Brief: Only lines below containing the string "position" should be counted; please give that count by itself.

Information shown:
Content starts
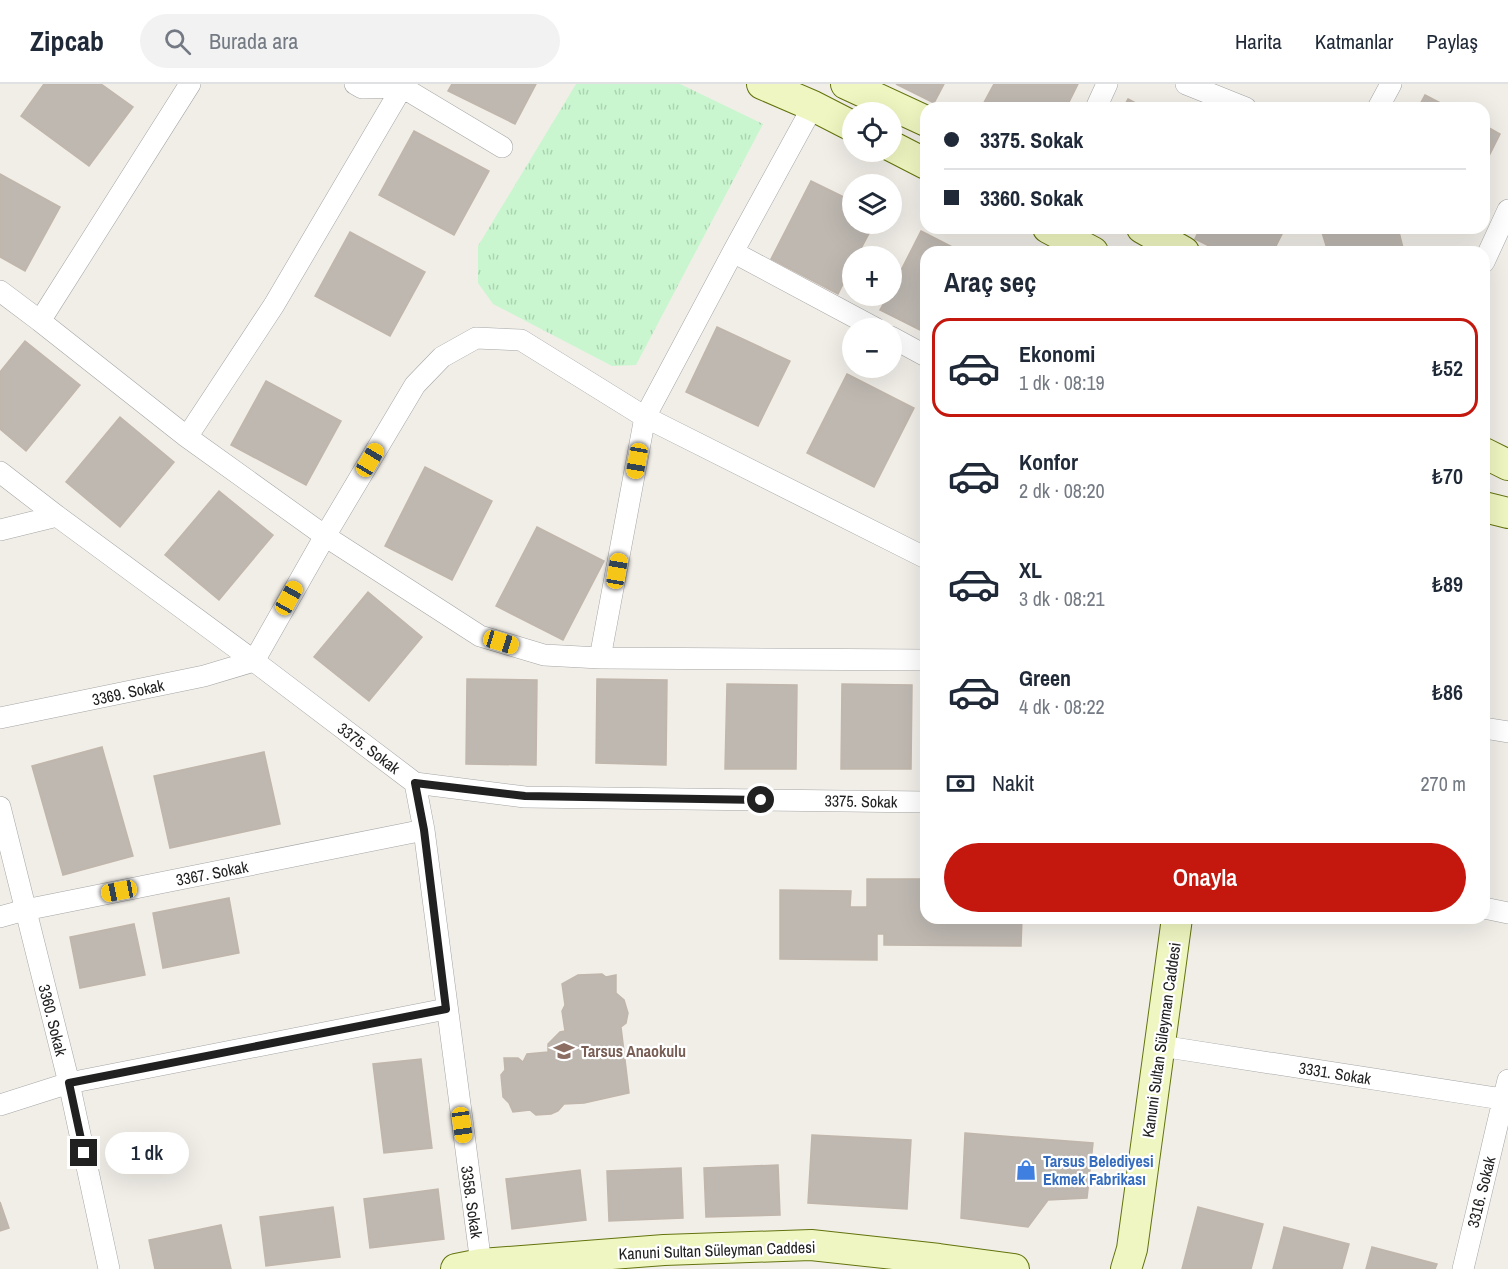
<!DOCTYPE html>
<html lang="tr">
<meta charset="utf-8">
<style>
:root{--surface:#fff;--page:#f2f2f3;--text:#1f2937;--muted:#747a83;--line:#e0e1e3;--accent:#c4170e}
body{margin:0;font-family:"Archivo Narrow",sans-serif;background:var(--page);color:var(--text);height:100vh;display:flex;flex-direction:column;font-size:22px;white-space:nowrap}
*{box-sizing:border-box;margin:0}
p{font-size:20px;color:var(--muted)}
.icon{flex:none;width:33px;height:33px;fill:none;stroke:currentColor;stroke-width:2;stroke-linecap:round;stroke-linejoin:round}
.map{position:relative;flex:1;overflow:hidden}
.details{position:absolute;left:920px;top:162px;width:570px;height:678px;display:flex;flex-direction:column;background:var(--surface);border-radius:18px;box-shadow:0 6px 24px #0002}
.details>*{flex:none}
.guide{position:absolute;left:920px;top:18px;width:570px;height:132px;border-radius:18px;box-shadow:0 6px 24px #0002;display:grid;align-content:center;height:132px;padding:0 24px;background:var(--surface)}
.controls{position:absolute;left:842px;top:18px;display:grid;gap:12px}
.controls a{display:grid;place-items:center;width:60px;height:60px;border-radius:50%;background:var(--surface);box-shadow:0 6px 24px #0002;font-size:30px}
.end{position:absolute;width:27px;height:27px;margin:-14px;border:8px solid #212121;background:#fff;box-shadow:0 0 0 3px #fff}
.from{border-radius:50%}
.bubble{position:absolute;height:42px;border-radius:21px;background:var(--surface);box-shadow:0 6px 24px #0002;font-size:20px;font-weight:600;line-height:42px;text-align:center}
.car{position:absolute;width:18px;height:36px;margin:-18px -9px;border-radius:8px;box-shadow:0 0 4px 2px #0007;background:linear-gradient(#f5c518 24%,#345 0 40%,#f5c518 0 76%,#345 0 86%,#f5c518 0)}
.guide b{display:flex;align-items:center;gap:21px;height:57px;font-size:22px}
.guide b+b{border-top:2px solid var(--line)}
.guide i{width:15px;height:15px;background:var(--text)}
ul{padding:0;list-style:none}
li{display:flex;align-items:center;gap:18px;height:99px;margin:0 12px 9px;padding:0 12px;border:3px solid transparent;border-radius:18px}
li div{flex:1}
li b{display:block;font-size:22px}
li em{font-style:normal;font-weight:600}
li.current{border-color:var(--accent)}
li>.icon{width:54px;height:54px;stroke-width:1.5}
h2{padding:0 24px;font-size:27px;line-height:72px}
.pay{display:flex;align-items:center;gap:15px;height:66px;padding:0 24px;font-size:22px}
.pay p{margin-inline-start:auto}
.action{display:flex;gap:12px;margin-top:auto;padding:12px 24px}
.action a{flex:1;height:69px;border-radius:36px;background:var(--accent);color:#fff;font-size:24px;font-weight:600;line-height:69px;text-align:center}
header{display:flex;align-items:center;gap:36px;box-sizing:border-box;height:84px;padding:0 30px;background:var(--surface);border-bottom:2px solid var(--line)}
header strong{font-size:28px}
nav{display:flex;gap:33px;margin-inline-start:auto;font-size:21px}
.search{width:420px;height:54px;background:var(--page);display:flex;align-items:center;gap:15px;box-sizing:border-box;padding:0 21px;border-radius:33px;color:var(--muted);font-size:22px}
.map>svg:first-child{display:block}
.park{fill:url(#park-tufts)}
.building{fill:#beb8b1;stroke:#c1b6ab;stroke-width:1.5}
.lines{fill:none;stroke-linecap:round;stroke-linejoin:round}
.street-casing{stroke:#a5a5a5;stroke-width:22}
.secondary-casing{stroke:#63730d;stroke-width:32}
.street{stroke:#fff;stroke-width:21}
.secondary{stroke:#f0f6c1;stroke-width:30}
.route{stroke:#212121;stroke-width:8}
.labels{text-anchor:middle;stroke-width:4.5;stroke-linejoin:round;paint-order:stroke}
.street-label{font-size:16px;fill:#212121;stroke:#fff}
.education-label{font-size:16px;font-weight:bold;fill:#785e54;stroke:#fff;text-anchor:start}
.shop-label{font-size:16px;font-weight:bold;fill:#366cbe;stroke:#fff;text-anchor:start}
</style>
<header>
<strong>Zipcab</strong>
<div class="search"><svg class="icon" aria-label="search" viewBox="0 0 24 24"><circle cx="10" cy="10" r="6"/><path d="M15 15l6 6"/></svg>Burada ara</div>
<nav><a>Harita</a><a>Katmanlar</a><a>Paylaş</a></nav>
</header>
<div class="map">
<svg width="1508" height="1185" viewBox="0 0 1508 1185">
<defs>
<pattern id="park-tufts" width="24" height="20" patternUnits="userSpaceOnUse" patternTransform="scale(1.5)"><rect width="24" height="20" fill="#c9f6cf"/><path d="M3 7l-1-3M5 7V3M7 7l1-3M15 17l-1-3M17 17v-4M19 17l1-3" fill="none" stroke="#acd3b1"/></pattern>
</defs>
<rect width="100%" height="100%" fill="#f1eee8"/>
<path class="park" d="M576,0H680L763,40L636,281L612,282L493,220L478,199V162Z"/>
<path class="building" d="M44,0H101L133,23L89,82L21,32Z
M452,0H536L515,40L448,7Z
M896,0H944L934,19Z
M994,0H1078L1066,24H981Z
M1425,11L1450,24H1418Z
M1128,15L1145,24H1123Z
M1484,41L1500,50L1484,82Z
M414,47L489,87L454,151L379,111Z
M0,90L60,123L25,187L0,173Z
M811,97L852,117V140H874L857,172H852V182L838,210L771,175Z
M1200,144H1285L1273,168H1221L1195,155Z
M1324,144H1398L1404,168H1328L1321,145Z
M921,147L962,168H926V249L880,226L888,212H891V206Z
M350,148L425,188L390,252L315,212Z
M717,243L790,277L758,342L686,308Z
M25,257L80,301L26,367L0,345V288Z
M847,290L914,324L874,403L807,369Z
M266,297L341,337L306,401L231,361Z
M120,333L174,378L120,443L66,398Z
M425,383L492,417L452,496L385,462Z
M219,407L273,451L219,516L165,471Z
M537,443L604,477L563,556L496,522Z
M368,508L422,553L369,617L314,573Z
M467,595L537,596L536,681L466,680Z
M597,595L667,596L666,681L596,679Z
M727,600L797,601L796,685H725Z
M842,600L912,601L911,685H841Z
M102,663L133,772L63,791L32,682Z
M264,668L280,740L170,764L154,692Z
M867,795H926V834H1022L1021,862L884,861V850H877V876L780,875V806L851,807L850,823H867Z
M229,814L239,869L163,884L153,829Z
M134,840L145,891L80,904L70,853Z
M602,890L606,893L616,891V909L624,916L628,929L626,939L621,943L629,1009L584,1019L564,1020L558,1027L551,1030L536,1031L530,1026L513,1028L509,1019L503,1013L501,991L505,986L504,974H518L523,978L527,970L548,968V960L560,948L565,947L562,927L565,921L562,900L578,891Z
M421,975L432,1064L384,1069L373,980Z
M965,1049L1093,1059L1087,1114L1048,1116L1028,1143L961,1134Z
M812,1051L911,1056L907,1125L808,1119Z
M778,1081L780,1131L706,1133L704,1084Z
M681,1084L683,1134L609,1137L607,1087Z
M580,1086L586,1136L512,1145L506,1095Z
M438,1105L444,1155L370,1164L364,1115Z
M0,1118L9,1144L0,1147Z
M333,1123L340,1173L266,1182L260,1133Z
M1198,1123L1263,1140L1251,1185H1182Z
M221,1141L231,1185H155L149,1156Z
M1284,1143L1349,1160L1342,1185H1273Z
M1372,1163L1437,1180L1435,1185H1366Z"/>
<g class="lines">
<g class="street-casing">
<path id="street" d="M355,0L362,4L402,3L502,63
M1186,0L1246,24
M1096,24L1107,0
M1378,24L1391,0
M733,168L875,244
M1484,178L1508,126
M0,207L40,237L187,353L325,452L480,552L544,571L600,574L926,576
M40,237L190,0
M891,253L926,272
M187,353L274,221L404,0
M0,388L57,432L254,577L415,699L525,713L926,718
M0,446L57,432
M600,574L645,333L733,168L813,22
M0,634L204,592L254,577L325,452L415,301L442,273L476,254L521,256L645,333L926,474
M1484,644L1508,648
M415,699L424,746L481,1180
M0,723L69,999L109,1185
M1484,824L1508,829
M0,833L25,826L424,746
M1161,962L1508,1016
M0,1021L69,999L446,925
M1463,1185L1508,996"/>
</g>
<g class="secondary-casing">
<path id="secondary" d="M762,0L813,22L852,42
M846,0L926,37
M891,62L926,80
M1048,144L1093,168
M1142,144L1184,168
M1484,369L1508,381
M1484,423L1508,429
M456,1185L481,1180L664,1166L811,1161L939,1175L1014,1185
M1126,1185L1132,1165L1177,834"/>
</g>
<use href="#street" class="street"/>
<use href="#secondary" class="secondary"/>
</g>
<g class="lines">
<path class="route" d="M84,1069L69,999L446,925L424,746L415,699L525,712L761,716"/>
</g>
<defs>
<g id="school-bare" transform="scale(1.62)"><path d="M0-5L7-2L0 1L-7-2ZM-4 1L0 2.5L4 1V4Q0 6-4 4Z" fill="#8d6e63" stroke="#fff" stroke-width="2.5" paint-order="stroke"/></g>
<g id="shop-bare" transform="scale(1.62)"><path d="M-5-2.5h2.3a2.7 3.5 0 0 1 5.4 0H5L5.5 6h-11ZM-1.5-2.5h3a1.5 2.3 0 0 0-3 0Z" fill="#3f7fe0" stroke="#fff" stroke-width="2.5" paint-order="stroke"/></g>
</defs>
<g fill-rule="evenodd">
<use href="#school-bare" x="564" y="967"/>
<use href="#shop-bare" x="1026" y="1086"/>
</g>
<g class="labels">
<g class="street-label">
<text transform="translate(128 608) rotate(-12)" y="6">3369. Sokak</text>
<text transform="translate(369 664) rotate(37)" y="6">3375. Sokak</text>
<text transform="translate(861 717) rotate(1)" y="6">3375. Sokak</text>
<text transform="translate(212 789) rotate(-11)" y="6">3367. Sokak</text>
<text transform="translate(53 936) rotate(76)" y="6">3360. Sokak</text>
<text transform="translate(1161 956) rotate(-82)" y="6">Kanuni Sultan Süleyman Caddesi</text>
<text transform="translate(1335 989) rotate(9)" y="6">3331. Sokak</text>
<text transform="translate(1481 1108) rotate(-76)" y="6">3316. Sokak</text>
<text transform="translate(472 1118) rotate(82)" y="6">3358. Sokak</text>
<text transform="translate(717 1166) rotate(-2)" y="6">Kanuni Sultan Süleyman Caddesi</text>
</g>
<g class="education-label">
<text x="581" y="973">Tarsus Anaokulu</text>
</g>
<g class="shop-label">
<text x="1043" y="1083">Tarsus Belediyesi<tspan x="1043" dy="18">Ekmek Fabrikası</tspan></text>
</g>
</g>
</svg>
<div class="controls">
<a><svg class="icon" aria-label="locate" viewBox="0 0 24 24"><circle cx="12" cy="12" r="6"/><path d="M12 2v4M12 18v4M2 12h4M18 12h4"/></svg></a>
<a><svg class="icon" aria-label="layers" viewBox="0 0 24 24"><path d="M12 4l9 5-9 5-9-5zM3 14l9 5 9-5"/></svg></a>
<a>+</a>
<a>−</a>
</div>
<i class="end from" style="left:761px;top:716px"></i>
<i class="end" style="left:84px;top:1069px"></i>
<div class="bubble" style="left:105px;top:1048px;width:84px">1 dk</div>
<i class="car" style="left:370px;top:376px;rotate:31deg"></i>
<i class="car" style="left:637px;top:377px;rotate:190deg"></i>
<i class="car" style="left:617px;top:487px;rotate:10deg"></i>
<i class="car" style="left:289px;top:514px;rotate:29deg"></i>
<i class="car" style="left:501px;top:558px;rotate:107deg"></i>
<i class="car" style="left:119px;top:807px;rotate:259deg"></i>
<i class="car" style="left:462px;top:1041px;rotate:172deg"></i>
<div class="guide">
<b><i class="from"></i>3375. Sokak</b>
<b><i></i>3360. Sokak</b>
</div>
<section class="details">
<h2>Araç seç</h2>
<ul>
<li class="current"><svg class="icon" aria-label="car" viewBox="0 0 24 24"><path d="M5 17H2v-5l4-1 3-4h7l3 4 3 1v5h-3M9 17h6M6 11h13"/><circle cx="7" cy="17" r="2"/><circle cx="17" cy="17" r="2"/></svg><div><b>Ekonomi</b><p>1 dk · 08:19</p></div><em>₺52</em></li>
<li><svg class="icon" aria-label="car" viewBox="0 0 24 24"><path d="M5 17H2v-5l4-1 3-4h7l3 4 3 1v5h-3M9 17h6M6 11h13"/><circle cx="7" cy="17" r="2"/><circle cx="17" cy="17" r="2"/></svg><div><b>Konfor</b><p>2 dk · 08:20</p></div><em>₺70</em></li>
<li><svg class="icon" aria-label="car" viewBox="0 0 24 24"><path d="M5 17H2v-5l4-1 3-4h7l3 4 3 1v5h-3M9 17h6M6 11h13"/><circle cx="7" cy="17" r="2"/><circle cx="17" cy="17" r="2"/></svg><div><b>XL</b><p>3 dk · 08:21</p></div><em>₺89</em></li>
<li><svg class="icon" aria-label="car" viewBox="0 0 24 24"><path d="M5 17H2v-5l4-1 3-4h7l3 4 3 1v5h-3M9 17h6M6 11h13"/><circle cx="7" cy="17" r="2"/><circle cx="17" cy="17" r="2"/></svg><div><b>Green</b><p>4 dk · 08:22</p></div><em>₺86</em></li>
</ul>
<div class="pay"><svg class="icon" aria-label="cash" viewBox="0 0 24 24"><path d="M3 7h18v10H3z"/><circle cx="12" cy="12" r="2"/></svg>Nakit<p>270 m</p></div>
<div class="action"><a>Onayla</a></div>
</section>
</div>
Content ends
Response: 7